**WHAT THIS TASK INVOLVES:**
Take from the records below each line that holds "fractalNoise".

**Collected data:**
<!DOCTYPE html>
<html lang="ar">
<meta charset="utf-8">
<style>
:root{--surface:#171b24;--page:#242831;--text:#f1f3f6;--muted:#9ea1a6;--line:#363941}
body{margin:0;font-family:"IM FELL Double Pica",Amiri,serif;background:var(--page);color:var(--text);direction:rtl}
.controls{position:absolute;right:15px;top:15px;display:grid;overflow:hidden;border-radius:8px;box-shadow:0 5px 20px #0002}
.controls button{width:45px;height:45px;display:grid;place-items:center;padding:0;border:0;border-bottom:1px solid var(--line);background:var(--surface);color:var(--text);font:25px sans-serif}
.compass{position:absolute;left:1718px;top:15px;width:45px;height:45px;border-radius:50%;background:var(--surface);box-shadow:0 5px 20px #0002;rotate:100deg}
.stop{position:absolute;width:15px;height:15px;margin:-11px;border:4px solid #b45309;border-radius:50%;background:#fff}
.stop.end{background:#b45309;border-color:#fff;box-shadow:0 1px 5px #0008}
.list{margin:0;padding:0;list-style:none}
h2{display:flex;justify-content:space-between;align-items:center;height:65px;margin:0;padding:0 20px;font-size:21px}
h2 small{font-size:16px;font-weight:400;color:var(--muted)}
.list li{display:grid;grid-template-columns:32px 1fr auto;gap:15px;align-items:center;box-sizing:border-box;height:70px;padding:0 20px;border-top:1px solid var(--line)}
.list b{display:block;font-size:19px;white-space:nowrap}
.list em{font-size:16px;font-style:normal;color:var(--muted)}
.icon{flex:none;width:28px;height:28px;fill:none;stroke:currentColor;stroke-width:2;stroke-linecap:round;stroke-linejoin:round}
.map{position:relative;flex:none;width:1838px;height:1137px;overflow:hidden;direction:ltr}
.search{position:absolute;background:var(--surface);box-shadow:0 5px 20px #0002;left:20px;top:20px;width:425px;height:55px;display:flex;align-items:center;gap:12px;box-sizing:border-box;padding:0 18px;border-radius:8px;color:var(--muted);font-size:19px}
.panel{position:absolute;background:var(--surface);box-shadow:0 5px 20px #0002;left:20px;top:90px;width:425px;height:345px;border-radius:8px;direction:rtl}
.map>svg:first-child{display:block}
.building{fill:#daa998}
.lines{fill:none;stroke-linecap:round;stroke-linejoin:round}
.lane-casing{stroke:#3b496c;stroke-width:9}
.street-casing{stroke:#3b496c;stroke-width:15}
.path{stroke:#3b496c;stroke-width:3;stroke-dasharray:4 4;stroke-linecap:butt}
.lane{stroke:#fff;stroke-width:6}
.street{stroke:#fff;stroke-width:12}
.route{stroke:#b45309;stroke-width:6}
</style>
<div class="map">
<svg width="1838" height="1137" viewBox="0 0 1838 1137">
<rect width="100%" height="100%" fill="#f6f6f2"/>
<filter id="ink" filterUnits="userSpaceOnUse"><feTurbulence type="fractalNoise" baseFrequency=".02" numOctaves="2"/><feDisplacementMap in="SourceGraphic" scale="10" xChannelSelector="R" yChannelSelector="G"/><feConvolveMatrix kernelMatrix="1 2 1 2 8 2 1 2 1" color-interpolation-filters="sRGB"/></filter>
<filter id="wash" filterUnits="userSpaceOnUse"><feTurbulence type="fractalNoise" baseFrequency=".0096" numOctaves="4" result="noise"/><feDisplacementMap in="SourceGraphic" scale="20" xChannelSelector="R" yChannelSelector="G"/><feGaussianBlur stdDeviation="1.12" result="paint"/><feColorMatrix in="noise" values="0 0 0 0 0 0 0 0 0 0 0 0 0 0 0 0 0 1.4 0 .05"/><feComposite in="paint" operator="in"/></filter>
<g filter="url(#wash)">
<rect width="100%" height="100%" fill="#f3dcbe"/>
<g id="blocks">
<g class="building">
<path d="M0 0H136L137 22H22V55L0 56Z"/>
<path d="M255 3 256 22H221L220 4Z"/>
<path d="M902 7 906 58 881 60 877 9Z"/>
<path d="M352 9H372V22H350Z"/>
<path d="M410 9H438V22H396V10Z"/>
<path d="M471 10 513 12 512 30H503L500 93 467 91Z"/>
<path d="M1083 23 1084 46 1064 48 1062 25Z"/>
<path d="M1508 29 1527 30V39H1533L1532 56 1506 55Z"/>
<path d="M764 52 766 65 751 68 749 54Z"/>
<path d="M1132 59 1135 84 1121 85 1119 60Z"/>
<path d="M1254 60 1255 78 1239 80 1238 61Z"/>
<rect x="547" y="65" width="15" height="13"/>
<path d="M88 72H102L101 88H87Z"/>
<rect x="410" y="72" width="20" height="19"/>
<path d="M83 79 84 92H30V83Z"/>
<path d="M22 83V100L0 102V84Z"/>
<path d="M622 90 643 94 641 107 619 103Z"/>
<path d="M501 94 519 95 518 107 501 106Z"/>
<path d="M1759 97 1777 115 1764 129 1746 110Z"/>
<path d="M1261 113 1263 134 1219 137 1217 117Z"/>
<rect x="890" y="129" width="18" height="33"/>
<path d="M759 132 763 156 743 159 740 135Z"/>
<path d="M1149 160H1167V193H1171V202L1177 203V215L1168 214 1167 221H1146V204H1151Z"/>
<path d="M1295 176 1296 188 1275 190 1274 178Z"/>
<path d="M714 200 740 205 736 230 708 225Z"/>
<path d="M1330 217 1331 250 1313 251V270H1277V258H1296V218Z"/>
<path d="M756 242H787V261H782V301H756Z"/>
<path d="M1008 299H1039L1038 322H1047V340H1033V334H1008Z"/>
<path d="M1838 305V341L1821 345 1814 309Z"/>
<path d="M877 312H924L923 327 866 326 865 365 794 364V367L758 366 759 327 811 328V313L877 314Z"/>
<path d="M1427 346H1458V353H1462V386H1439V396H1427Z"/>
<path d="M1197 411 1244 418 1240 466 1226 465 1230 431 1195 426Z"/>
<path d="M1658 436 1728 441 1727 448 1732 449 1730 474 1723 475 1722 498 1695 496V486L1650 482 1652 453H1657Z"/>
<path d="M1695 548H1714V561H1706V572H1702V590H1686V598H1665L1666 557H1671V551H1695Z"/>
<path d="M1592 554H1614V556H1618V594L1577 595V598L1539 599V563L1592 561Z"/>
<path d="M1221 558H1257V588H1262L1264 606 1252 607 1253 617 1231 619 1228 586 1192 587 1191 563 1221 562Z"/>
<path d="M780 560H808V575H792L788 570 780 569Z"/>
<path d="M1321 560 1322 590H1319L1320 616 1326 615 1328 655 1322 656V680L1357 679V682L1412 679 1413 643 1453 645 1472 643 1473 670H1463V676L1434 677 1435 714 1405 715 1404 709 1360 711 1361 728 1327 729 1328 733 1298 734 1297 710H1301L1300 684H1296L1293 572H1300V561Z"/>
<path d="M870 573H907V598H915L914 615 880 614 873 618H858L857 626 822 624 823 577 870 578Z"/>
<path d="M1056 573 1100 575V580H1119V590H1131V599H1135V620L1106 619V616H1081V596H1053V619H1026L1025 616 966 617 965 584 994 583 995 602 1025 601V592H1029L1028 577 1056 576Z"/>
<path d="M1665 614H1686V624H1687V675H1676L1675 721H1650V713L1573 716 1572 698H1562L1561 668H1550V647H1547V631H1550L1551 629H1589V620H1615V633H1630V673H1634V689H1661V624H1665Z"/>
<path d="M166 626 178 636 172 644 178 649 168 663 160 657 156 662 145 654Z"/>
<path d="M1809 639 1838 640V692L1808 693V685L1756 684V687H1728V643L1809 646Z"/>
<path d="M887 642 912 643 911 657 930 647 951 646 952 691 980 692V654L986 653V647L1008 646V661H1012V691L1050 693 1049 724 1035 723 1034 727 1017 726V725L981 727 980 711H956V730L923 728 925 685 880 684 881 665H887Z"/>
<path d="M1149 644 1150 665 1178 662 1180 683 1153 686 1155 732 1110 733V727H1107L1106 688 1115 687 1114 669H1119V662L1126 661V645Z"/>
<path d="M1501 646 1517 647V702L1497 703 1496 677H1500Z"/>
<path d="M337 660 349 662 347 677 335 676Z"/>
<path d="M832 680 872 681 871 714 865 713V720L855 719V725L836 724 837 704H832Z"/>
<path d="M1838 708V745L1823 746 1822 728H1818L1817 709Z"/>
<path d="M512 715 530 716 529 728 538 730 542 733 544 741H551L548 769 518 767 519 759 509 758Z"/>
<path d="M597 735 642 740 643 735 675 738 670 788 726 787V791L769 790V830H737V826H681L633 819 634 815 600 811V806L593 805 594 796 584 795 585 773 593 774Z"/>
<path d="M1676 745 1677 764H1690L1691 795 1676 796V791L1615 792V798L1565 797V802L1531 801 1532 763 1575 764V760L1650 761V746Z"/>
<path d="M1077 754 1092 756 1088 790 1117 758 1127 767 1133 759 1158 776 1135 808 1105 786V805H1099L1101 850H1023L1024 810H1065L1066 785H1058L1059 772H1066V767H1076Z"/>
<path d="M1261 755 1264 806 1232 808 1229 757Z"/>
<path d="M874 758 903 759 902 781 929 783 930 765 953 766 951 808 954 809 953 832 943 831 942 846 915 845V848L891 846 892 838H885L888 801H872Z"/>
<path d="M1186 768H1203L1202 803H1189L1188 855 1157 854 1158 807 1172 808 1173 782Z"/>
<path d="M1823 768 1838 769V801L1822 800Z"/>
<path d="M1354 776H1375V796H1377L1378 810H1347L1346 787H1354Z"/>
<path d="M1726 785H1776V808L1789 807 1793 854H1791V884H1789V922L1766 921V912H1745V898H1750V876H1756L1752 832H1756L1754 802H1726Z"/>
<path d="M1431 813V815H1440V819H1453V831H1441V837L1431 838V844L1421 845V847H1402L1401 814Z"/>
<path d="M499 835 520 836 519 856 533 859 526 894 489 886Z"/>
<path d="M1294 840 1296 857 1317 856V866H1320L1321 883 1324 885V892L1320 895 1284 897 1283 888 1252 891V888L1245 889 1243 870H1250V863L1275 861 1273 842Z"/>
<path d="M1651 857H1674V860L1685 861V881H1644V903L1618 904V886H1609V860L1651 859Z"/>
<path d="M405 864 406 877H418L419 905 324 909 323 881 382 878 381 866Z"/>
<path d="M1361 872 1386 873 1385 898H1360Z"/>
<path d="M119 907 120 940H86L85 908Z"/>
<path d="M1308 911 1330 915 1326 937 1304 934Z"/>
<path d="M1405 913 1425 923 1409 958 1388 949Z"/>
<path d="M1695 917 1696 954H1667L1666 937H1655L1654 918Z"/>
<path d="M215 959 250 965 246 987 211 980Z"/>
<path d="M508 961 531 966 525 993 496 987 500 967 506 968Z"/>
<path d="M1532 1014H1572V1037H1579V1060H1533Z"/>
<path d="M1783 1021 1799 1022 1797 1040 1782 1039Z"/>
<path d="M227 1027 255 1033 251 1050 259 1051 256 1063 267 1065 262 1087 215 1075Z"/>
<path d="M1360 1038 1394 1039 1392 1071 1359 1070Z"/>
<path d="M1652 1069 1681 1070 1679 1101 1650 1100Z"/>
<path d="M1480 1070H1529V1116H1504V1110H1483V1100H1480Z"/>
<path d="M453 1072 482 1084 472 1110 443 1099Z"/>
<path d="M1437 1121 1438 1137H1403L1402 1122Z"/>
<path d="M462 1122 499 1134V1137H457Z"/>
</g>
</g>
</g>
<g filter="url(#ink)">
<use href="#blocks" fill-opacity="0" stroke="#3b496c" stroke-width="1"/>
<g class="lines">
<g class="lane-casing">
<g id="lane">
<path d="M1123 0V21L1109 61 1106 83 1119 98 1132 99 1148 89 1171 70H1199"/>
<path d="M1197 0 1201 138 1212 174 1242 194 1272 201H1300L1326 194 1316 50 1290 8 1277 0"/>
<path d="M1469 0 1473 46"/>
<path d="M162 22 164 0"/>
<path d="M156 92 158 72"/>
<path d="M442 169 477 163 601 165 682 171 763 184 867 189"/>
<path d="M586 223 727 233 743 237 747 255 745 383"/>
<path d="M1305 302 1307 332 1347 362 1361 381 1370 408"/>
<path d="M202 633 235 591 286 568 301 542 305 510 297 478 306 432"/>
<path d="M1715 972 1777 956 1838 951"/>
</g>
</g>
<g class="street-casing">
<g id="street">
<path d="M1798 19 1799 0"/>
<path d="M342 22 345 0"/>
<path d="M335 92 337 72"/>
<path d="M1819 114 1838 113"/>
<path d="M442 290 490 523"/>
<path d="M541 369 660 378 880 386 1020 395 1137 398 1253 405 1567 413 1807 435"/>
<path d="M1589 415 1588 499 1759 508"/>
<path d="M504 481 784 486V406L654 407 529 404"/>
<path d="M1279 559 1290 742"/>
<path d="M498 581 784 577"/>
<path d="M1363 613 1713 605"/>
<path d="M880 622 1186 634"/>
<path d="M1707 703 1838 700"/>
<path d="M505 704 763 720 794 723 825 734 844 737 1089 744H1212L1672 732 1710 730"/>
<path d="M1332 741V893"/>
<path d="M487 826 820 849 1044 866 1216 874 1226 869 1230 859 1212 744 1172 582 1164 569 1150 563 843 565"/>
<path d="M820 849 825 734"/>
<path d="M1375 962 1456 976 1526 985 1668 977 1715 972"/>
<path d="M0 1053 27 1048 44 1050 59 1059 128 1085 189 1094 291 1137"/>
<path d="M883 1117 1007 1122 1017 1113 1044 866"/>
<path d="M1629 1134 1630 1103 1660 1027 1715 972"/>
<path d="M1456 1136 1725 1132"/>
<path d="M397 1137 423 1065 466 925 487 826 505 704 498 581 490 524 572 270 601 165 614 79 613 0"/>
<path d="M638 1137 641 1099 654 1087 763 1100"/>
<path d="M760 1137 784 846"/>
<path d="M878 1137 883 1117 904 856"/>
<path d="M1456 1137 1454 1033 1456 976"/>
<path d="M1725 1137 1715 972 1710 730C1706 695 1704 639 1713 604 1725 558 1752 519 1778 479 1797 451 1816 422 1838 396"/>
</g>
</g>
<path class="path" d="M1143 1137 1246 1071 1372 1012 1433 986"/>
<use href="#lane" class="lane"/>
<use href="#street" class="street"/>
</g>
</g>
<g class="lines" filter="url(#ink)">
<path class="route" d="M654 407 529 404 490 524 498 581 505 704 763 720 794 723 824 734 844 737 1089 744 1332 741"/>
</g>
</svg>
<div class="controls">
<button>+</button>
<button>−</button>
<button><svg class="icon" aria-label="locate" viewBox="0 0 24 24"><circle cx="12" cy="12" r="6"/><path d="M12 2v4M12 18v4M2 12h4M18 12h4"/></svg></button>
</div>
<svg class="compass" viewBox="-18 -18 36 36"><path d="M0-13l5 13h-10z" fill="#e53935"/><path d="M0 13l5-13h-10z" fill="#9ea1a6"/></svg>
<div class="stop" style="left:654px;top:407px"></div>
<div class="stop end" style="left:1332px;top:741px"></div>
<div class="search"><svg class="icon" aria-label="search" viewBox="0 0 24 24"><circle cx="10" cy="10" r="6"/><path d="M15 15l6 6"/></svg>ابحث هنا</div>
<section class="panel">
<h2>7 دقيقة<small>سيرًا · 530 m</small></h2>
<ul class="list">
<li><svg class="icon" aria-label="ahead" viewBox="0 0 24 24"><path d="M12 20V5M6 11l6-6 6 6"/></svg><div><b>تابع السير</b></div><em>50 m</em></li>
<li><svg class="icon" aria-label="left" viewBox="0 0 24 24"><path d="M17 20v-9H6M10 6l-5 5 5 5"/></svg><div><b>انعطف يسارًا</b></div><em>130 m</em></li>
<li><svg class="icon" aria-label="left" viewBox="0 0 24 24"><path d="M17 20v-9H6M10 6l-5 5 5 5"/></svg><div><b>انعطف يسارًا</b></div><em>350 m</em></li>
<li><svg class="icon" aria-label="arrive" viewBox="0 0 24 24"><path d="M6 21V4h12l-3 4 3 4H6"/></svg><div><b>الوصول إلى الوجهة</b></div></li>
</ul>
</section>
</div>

**ANSWER SECTION:**
<filter id="ink" filterUnits="userSpaceOnUse"><feTurbulence type="fractalNoise" baseFrequency=".02" numOctaves="2"/><feDisplacementMap in="SourceGraphic" scale="10" xChannelSelector="R" yChannelSelector="G"/><feConvolveMatrix kernelMatrix="1 2 1 2 8 2 1 2 1" color-interpolation-filters="sRGB"/></filter>
<filter id="wash" filterUnits="userSpaceOnUse"><feTurbulence type="fractalNoise" baseFrequency=".0096" numOctaves="4" result="noise"/><feDisplacementMap in="SourceGraphic" scale="20" xChannelSelector="R" yChannelSelector="G"/><feGaussianBlur stdDeviation="1.12" result="paint"/><feColorMatrix in="noise" values="0 0 0 0 0 0 0 0 0 0 0 0 0 0 0 0 0 1.4 0 .05"/><feComposite in="paint" operator="in"/></filter>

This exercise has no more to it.